Here is a block of records. Copy every line in it that includes "minor".

- - -

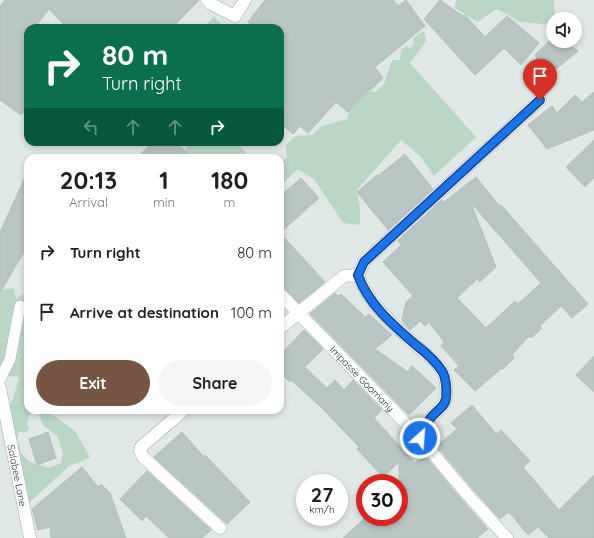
<!DOCTYPE html>
<style>
body{margin:0;font-family:Quicksand,sans-serif;background:#f6f6f6;color:#202124;height:100vh;display:flex;flex-direction:column;font-size:15px;white-space:nowrap}
*{box-sizing:border-box;margin:0}
p{font-size:13px;color:#757577}
.icon{flex:none;width:22px;height:22px;fill:none;stroke:currentColor;stroke-width:2;stroke-linecap:round;stroke-linejoin:round}
.map{position:relative;flex:1;overflow:hidden}
.details{position:absolute;left:24px;top:154px;width:260px;height:260px;display:flex;flex-direction:column;background:#fff;border-radius:12px;box-shadow:0 2px 6px #0003}
.details>*{flex:none}
.top-card{position:absolute;left:24px;top:24px;width:260px;height:122px;border-radius:12px;box-shadow:0 2px 6px #0003;background:#0b6e4f;color:#fff;overflow:hidden}
.controls{position:absolute;left:546px;top:12px;display:grid;gap:8px}
.controls a{display:grid;place-items:center;width:36px;height:36px;border-radius:50%;background:#fff;box-shadow:0 2px 6px #0003;font-size:20px}
.speed{position:absolute;left:296px;top:474px;display:flex;gap:8px;font-size:20px;font-weight:700;text-align:center}
.speed>*{display:grid;place-content:center;width:52px;height:52px;border-radius:50%;background:#fff;box-shadow:0 2px 6px #0003;line-height:1}
.speed small{font-size:10px;font-weight:400}
.speed .limit{border:6px solid #d22;background:#fff;color:#111}
.pin{position:absolute;display:grid;place-items:center;width:34px;height:34px;color:#fff;margin:-41px -17px;border-radius:50% 50% 50% 0;rotate:-45deg;box-shadow:0 0 4px #0007}
.pin .icon{rotate:45deg}
.me{position:absolute;width:44px;margin:-22px;rotate:26deg;stroke-linejoin:round;filter:drop-shadow(0 0 3px #0008)}
.turn{display:flex;align-items:center;gap:14px;height:84px;padding:0 12px;font-size:18px}
.turn .icon{width:52px;height:52px;stroke-width:2.5}
.turn b{display:block;font-size:28px;line-height:34px}
.lanes{display:flex;align-items:center;height:38px;padding:0 12px;background:#0003;justify-content:center;gap:20px;direction:ltr}
.lanes .off{opacity:.35}
.eta{display:flex;justify-content:space-evenly;align-items:center;height:68px;text-align:center}
.eta b{font-size:24px;font-weight:700;line-height:28px}
.primary-button{display:flex;gap:8px;margin-top:auto;padding:8px 12px}
.primary-button a{flex:1;height:46px;border-radius:24px;background:#765542;color:#fff;font-size:16px;font-weight:700;line-height:46px;text-align:center}
.primary-button a+a{background:#f6f6f6;color:#202124}
ul{padding:0;list-style:none}
li{display:flex;align-items:center;gap:12px;height:60px;padding:0 12px}
li div{flex:1}
li b{display:block;font-size:15px}
li em{font-style:normal}
.map>svg:first-child{display:block}
</style>
<div class="map">
<svg width="594" height="538" viewBox="0 0 594 538">
<rect width="100%" height="100%" fill="#dfe8e5"/>
<!-- green -->
<g fill="#bad7c6">
<polygon points="456,0 554,0 555,19 553,19 553,25 521,22 497,9 477,22 455,8"/>
<polygon points="214,16 224,28 203,28"/>
<polygon points="424,31 426,41 410,63 476,137 434,176 420,156 401,140 357,190 360,209 360,225 343,223 314,179 298,169 280,186 280,164 287,157 286,145 295,136 312,135 322,126 347,119 351,103 364,89 376,92 384,84 392,60 400,60 401,50 406,46 410,48 414,44 413,38"/>
<polygon points="186,142 236,142 251,158 186,158"/>
<polygon points="14,288 16,299 27,292 28,293 28,410 39,410 30,414 27,424 29,430 24,433 19,431 17,440 14,440 7,411 13,399 19,377 7,376 0,368 0,290"/>
<polygon points="41,410 46,410 75,431 90,457 81,462 70,465 29,503 15,446 19,444 21,453 30,462 49,468 61,463 63,453 57,436 43,425 39,415"/>
</g>
<!-- building -->
<g fill="#b8c5c2" stroke="#b3c1bd" fill-rule="evenodd">
<polygon points="5,0 199,0 172,28 67,28 49,9 34,28 28,28 28,109 21,115 0,100 0,6"/>
<polygon points="265,0 393,0 398,6 406,0 425,26 375,67 383,78 371,90 370,89 348,112 336,102 308,133 300,126 293,134 280,123 280,28 255,28 248,22"/>
<polygon points="440,0 463,16 465,15 485,37 507,16 539,43 521,65 504,48 475,75 424,19"/>
<polygon points="549,41 567,41 578,51 549,75 535,55"/>
<polygon points="594,92 594,130 547,149 528,125 552,106 557,113 575,95 582,102"/>
<polygon points="594,140 594,178 585,187 566,167"/>
<polygon points="152,142 176,142 193,158 137,158"/>
<polygon points="405,154 433,189 388,230 357,192 377,175 378,176"/>
<polygon points="28,171 28,245 0,293 0,232"/>
<path d="M476,177L499,206L501,205L588,304L572,318L561,306L540,326L542,328L531,338L529,336L512,355L514,358L503,369L502,368L475,391L454,370L459,366L441,346L444,342L429,322L425,326L420,321L410,330L402,320L406,302L413,296L383,262L401,245L398,241L442,200L444,202ZM471,203L541,283L518,304L515,301L486,328L457,298L477,279L480,282L496,267Z"/>
<polygon points="301,178 319,198 280,233 280,196"/>
<polygon points="280,233 325,282 299,303 285,289 280,287"/>
<polygon points="335,293 338,296 341,294 365,317 369,314 392,335 375,349 408,372 412,366 436,388 409,415 310,314"/>
<polygon points="304,330 323,349 305,367 327,388 335,380 344,390 353,380 382,410 374,418 415,463 419,459 420,461 425,456 460,498 488,529 477,538 343,538 366,517 399,517 399,462 383,477 357,449 359,447 322,408 291,380 290,382 280,372 280,355"/>
<polygon points="594,356 594,392 576,375"/>
<polygon points="472,405 496,434 501,430 530,461 523,467 559,510 594,475 594,538 549,538 538,527 528,535 509,512 500,519 472,488 437,446 457,429 451,423"/>
<polygon points="48,432 56,458 37,465 29,439"/>
<polygon points="182,432 204,457 205,455 250,502 227,524 154,457"/>
<polygon points="82,467 98,487 101,484 110,493 126,538 51,538 50,527 38,530 32,509"/>
<polygon points="147,471 211,530 202,538 169,538 146,516 142,521 120,499"/>
</g>
<g fill="none" stroke-linecap="round" stroke-linejoin="round">
<!-- service casing -->
<g stroke="#a3afac" stroke-width="12">
<polyline id="service" points="0,380 10,359 20,306"/>
</g>
<!-- minor casing -->
<g stroke="#a3afac" stroke-width="13">
<g id="minor">
<polyline points="207,0 211,4 235,16 245,0"/>
<path id="s1" d="M280,294L420,438L466,493L507,538"/>
<polyline points="280,328 344,276 358,275"/>
<path id="s2" d="M0,388L30,538"/>
<polyline points="184,410 141,447 140,451 143,457 220,528"/>
<path d="M420,438C423,432 425,424 430,419C435,411 441,411 445,401C448,394 446,377 442,371C437,361 426,354 418,347C395,326 369,305 358,275L364,262L540,100"/>
</g>
</g>
<!-- service -->
<use href="#service" stroke="#fff" stroke-width="11"/>
<!-- minor -->
<use href="#minor" stroke="#fff" stroke-width="12"/>
</g>
<g fill="none" stroke-linecap="round" stroke-linejoin="round">
<!-- route casing -->
<g stroke="#114b97" stroke-width="10">
<path id="route" d="M420,438C423,432 425,424 430,419C435,411 445,408 446,398C447,390 446,377 442,371C436,361 425,352 416,345C393,325 368,304 358,275L364,262L540,100"/>
</g>
<!-- route -->
<use href="#route" stroke="#1a73e8" stroke-width="7"/>
</g>
<g text-anchor="middle" stroke-width="3.5" stroke-linejoin="round" paint-order="stroke">
<!-- street labels -->
<g font-size="10" fill="#223633" stroke="#eff5f3">
<text dy="4" stroke="none"><textPath href="#s1" startOffset="118">Impasse Goomany</textPath></text>
<text dy="4" stroke="none"><textPath href="#s2" startOffset="89">Salabee Lane</textPath></text>
</g>
</g>
</svg>
<div class="controls">
<a><svg class="icon" aria-label="sound" viewBox="0 0 24 24"><path d="M4 9h4l5-4v14l-5-4H4zM17 9q2 3 0 6"/></svg></a>
</div>
<div class="speed"><div>27<small>km/h</small></div><div class="limit">30</div></div>
<div class="pin" style="left:540px;top:100px;background:#d93025"><svg class="icon" aria-label="arrive" viewBox="0 0 24 24"><path d="M6 21V4h12l-3 4 3 4H6"/></svg></div>
<svg class="me" style="left:420px;top:438px" viewBox="-20 -20 40 40"><circle r="17" fill="#1a73e8" stroke="#fff" stroke-width="3"/><path d="M0-11L8 9 0 5-8 9z" fill="#fff"/></svg>
<div class="top-card">
<div class="turn"><svg class="icon" aria-label="right" viewBox="0 0 24 24"><path d="M7 20v-9h11M14 6l5 5-5 5"/></svg><div><b>80 m</b>Turn right</div></div>
<div class="lanes"><svg class="icon off" aria-label="left" viewBox="0 0 24 24"><path d="M17 20v-9H6M10 6l-5 5 5 5"/></svg><svg class="icon off" aria-label="ahead" viewBox="0 0 24 24"><path d="M12 20V5M6 11l6-6 6 6"/></svg><svg class="icon off" aria-label="ahead" viewBox="0 0 24 24"><path d="M12 20V5M6 11l6-6 6 6"/></svg><svg class="icon" aria-label="right" viewBox="0 0 24 24"><path d="M7 20v-9h11M14 6l5 5-5 5"/></svg></div>
</div>
<section class="details">
<div class="eta">
<div><b>20:13</b><p>Arrival</p></div>
<div><b>1</b><p>min</p></div>
<div><b>180</b><p>m</p></div>
</div>
<ul>
<li><svg class="icon" aria-label="right" viewBox="0 0 24 24"><path d="M7 20v-9h11M14 6l5 5-5 5"/></svg><div><b>Turn right</b></div><em>80 m</em></li>
<li><svg class="icon" aria-label="arrive" viewBox="0 0 24 24"><path d="M6 21V4h12l-3 4 3 4H6"/></svg><div><b>Arrive at destination</b></div><em>100 m</em></li>
</ul>
<div class="primary-button"><a>Exit</a><a>Share</a></div>
</section>
</div>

- - -

Written answer
<!-- minor casing -->
<g id="minor">
<!-- minor -->
<use href="#minor" stroke="#fff" stroke-width="12"/>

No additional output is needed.